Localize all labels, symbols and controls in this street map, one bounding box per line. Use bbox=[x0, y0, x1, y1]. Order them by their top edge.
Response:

-=-=-=-=-

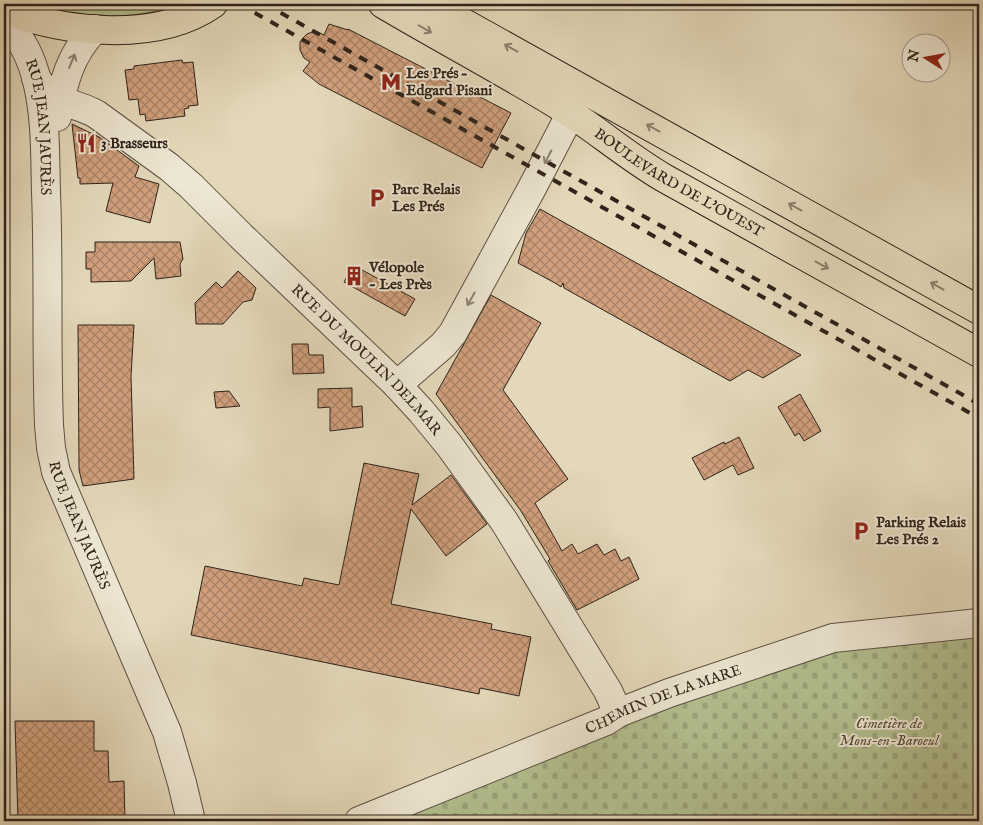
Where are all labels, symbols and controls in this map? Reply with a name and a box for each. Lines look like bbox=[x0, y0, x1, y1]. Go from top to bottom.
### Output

-=-=-=-=-

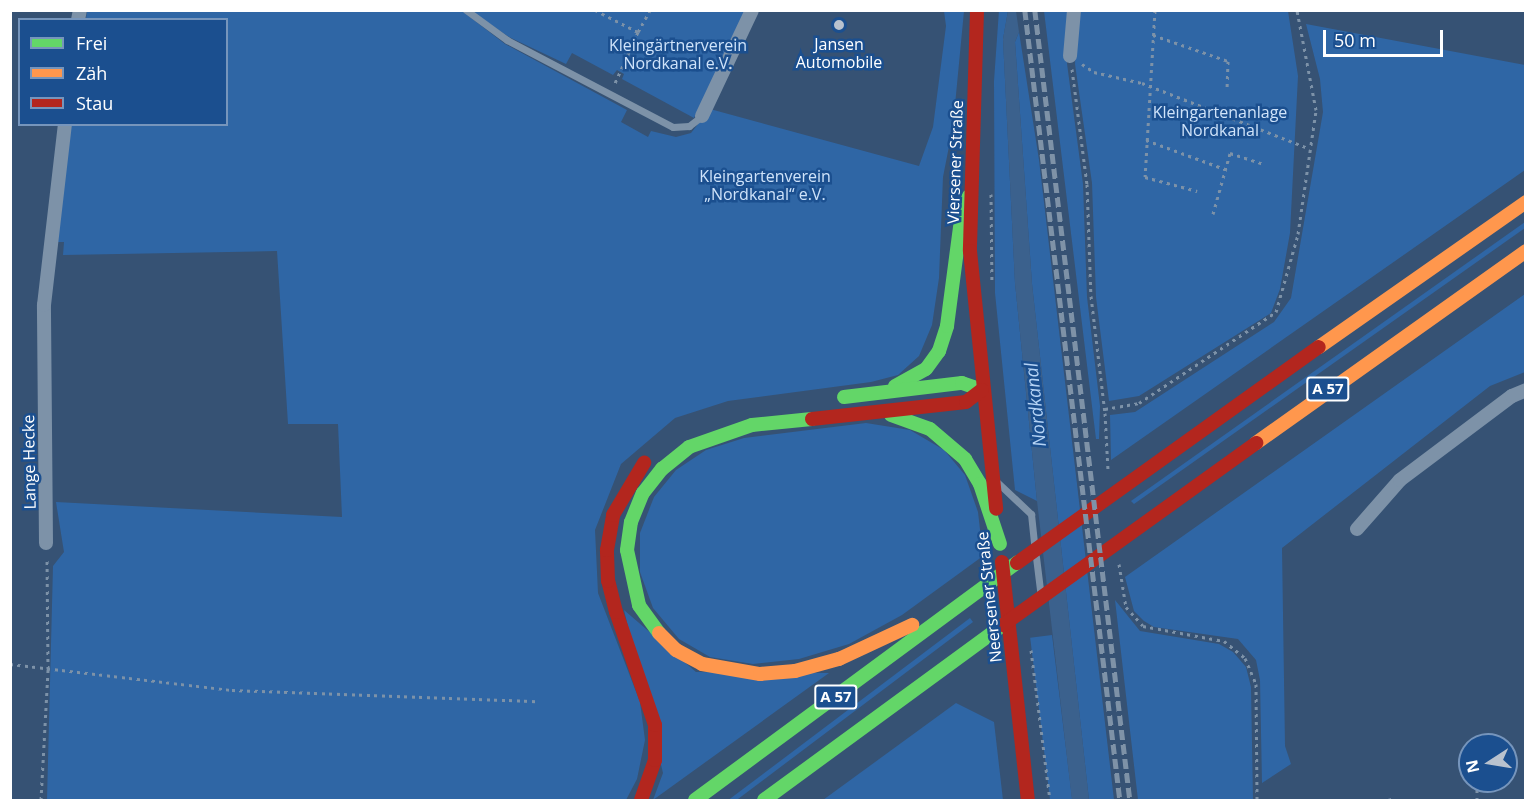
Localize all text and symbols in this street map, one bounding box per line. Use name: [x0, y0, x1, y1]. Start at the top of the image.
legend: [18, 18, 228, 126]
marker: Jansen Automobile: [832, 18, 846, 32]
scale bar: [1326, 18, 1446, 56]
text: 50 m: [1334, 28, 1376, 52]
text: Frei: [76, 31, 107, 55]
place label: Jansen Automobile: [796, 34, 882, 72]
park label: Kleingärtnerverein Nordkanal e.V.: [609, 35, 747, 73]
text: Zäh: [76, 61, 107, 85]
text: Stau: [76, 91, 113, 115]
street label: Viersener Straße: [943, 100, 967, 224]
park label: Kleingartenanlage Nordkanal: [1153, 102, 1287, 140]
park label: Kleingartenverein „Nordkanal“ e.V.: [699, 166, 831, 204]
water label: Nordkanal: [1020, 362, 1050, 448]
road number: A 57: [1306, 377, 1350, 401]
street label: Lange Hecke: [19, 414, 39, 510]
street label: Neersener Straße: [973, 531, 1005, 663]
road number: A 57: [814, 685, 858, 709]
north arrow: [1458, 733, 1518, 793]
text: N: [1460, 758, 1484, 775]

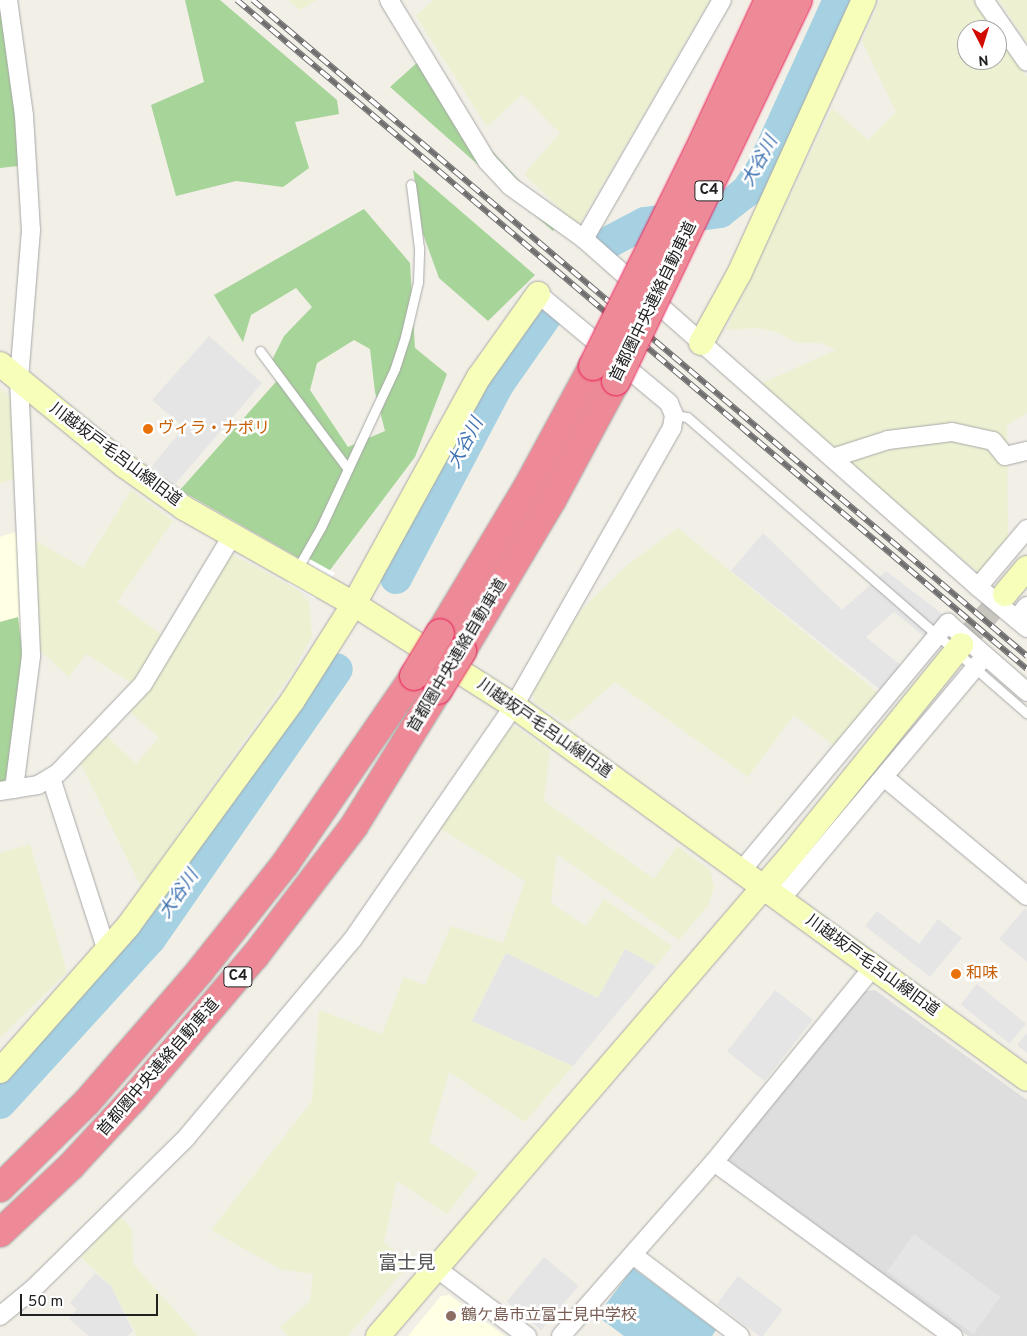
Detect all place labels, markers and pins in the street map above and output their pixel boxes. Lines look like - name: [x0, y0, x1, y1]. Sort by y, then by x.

-=-=-=-=-

### About this exercise
Would you please show every line of the material above that includes the string "look"?

### Result of the exercise
Where are all labels, symbols and controls in this map? Reply with a name and a box for each. Lines look like bbox=[x0, y0, x1, y1]. Go from top to bottom.
Detect all place labels, markers and pins in the street map above and output their pixel boxes. Lines look like - name: [x0, y0, x1, y1]. Sort by y, then by x.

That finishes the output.